Our circle of 360 degrees; the division of a chord of the circle equal to the radius into 60 equal parts, called degrees: the division of these into 60 minutes, of the minute into 60 seconds, and the second into 60 thirds; the division of the day into 24 hours, each hour into 60 minutes, each minute into 60 seconds; the division of the week into seven days, and the very order of the days—all have come down to us from the Chaldeo-Assyrians; and these things will probably be perpetuated among our posterity “to the last syllable of recorded time.”
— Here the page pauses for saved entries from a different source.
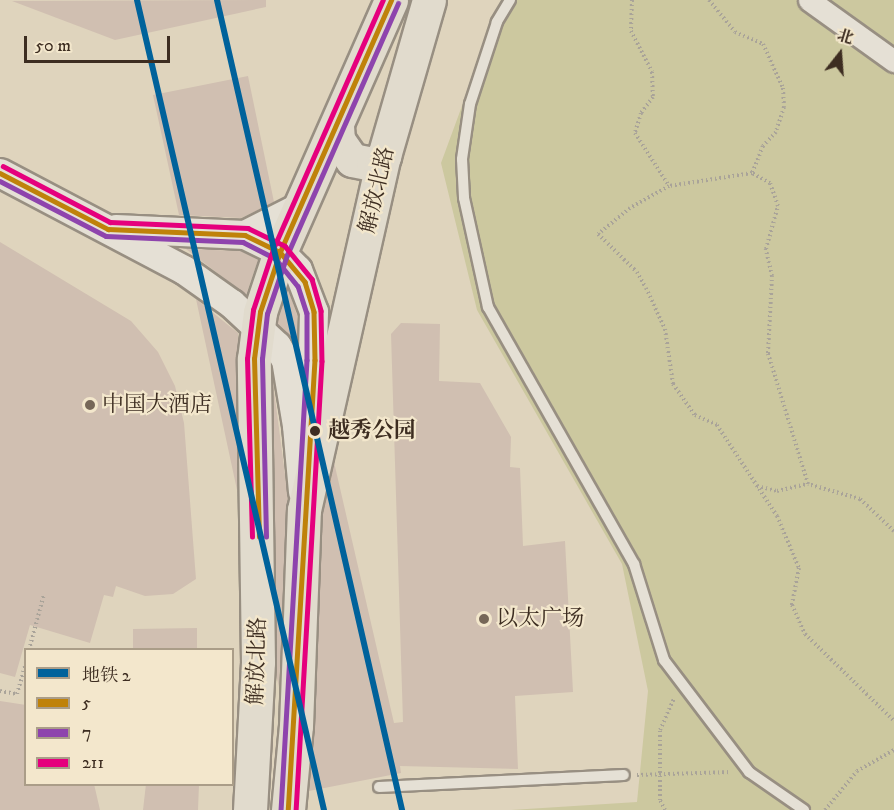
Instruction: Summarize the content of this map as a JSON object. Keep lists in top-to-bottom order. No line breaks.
{"streets":{"main road":["解放北路"]},"places":["中国大酒店","越秀公园","以太广场"],"lines":["metro line 2","transit line 5","transit line 211","transit line 7"],"legend":["地铁 2","5","7","211"],"scale_bar":"50 m","north":"top"}
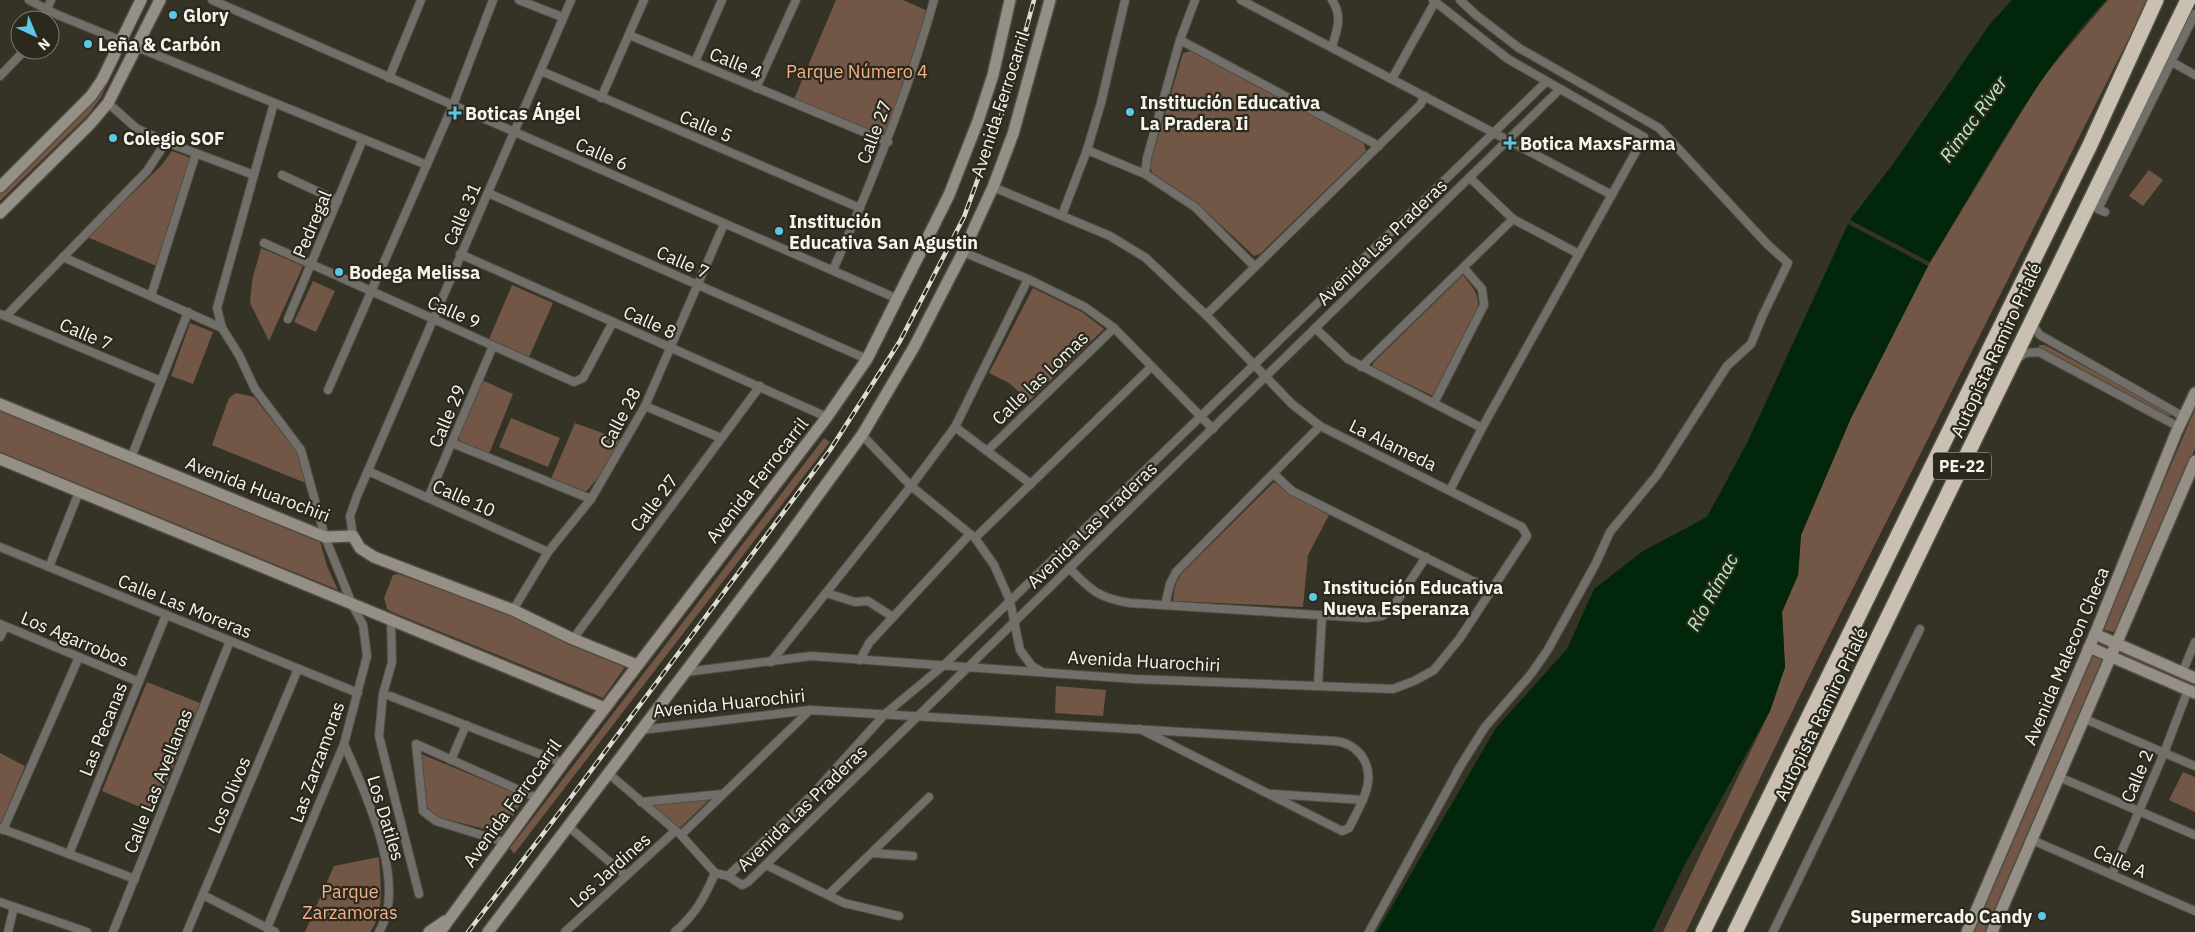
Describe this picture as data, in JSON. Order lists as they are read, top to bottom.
{
  "streets": {
    "highway": ["Autopista Ramiro Prialé", "PE-22"],
    "street": [
      "Calle 4",
      "Avenida Ferrocarril",
      "Calle 5",
      "Calle 27",
      "Calle 6",
      "Calle 31",
      "Pedregal",
      "Avenida Las Praderas",
      "Calle 7",
      "Calle 9",
      "Calle 8",
      "Calle las Lomas",
      "Calle 29",
      "Calle 28",
      "La Alameda",
      "Avenida Huarochiri",
      "Calle 10",
      "Calle Las Moreras",
      "Los Agarrobos",
      "Avenida Malecon Checa",
      "Las Pecanas",
      "Las Zarzamoras",
      "Calle 2",
      "Calle Las Avellanas",
      "Los Olivos",
      "Los Datiles",
      "Calle A",
      "Los Jardines"
    ]
  },
  "crossings": [
    ["Calle 4", "Calle 27"],
    ["Avenida Ferrocarril", "Calle 6"],
    ["Avenida Ferrocarril", "Calle 7"],
    ["Avenida Ferrocarril", "Calle 8"],
    ["Avenida Ferrocarril", "La Alameda"],
    ["Avenida Ferrocarril", "Avenida Huarochiri"],
    ["Calle 5", "Calle 27"],
    ["Calle 5", "Calle 31"],
    ["Calle 27", "Calle 6"],
    ["Calle 27", "Calle 8"],
    ["Calle 6", "Calle 31"],
    ["Calle 6", "Calle 28"],
    ["Calle 31", "Calle 7"],
    ["Calle 31", "Calle 9"],
    ["Calle 31", "Calle 8"],
    ["Calle 31", "Avenida Huarochiri"],
    ["Calle 31", "Calle 10"],
    ["Pedregal", "Calle 9"],
    ["Avenida Las Praderas", "La Alameda"],
    ["Avenida Las Praderas", "Avenida Huarochiri"],
    ["Calle 7", "Calle 28"],
    ["Calle 9", "Calle 8"],
    ["Calle 9", "Calle 29"],
    ["Calle 8", "Calle 28"],
    ["Calle 29", "Calle 10"],
    ["Calle 28", "Calle 10"],
    ["La Alameda", "Avenida Huarochiri"],
    ["Avenida Huarochiri", "Las Zarzamoras"],
    ["Avenida Huarochiri", "Los Jardines"],
    ["Calle Las Moreras", "Las Pecanas"],
    ["Calle Las Moreras", "Las Zarzamoras"],
    ["Calle Las Moreras", "Calle Las Avellanas"],
    ["Calle Las Moreras", "Los Olivos"],
    ["Los Agarrobos", "Las Pecanas"],
    ["Las Zarzamoras", "Los Datiles"],
    ["Calle 2", "Calle A"]
  ],
  "water": ["Rimac River", "Río Rímac"],
  "parks": ["Parque Número 4", "Parque Zarzamoras"],
  "places": {
    "other": [
      "Glory",
      "Leña & Carbón",
      "Institución Educativa La Pradera Ii",
      "Colegio SOF",
      "Institución Educativa San Agustin",
      "Bodega Melissa",
      "Institución Educativa Nueva Esperanza",
      "Supermercado Candy"
    ],
    "health": ["Boticas Ángel", "Botica MaxsFarma"]
  },
  "north": "bottom right"
}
We need not be surprised, therefore, to find the same legends and beliefs cropping out among the nations of Central America and the people of Israel. Nay, it should teach us to regard the Book of Genesis with increased veneration, as a relic dating from the most ancient days of man’s history on earth; its roots cross the great ocean; every line is valuable; a word, a letter, an accent may throw light upon the gravest problems of the birth of civilization.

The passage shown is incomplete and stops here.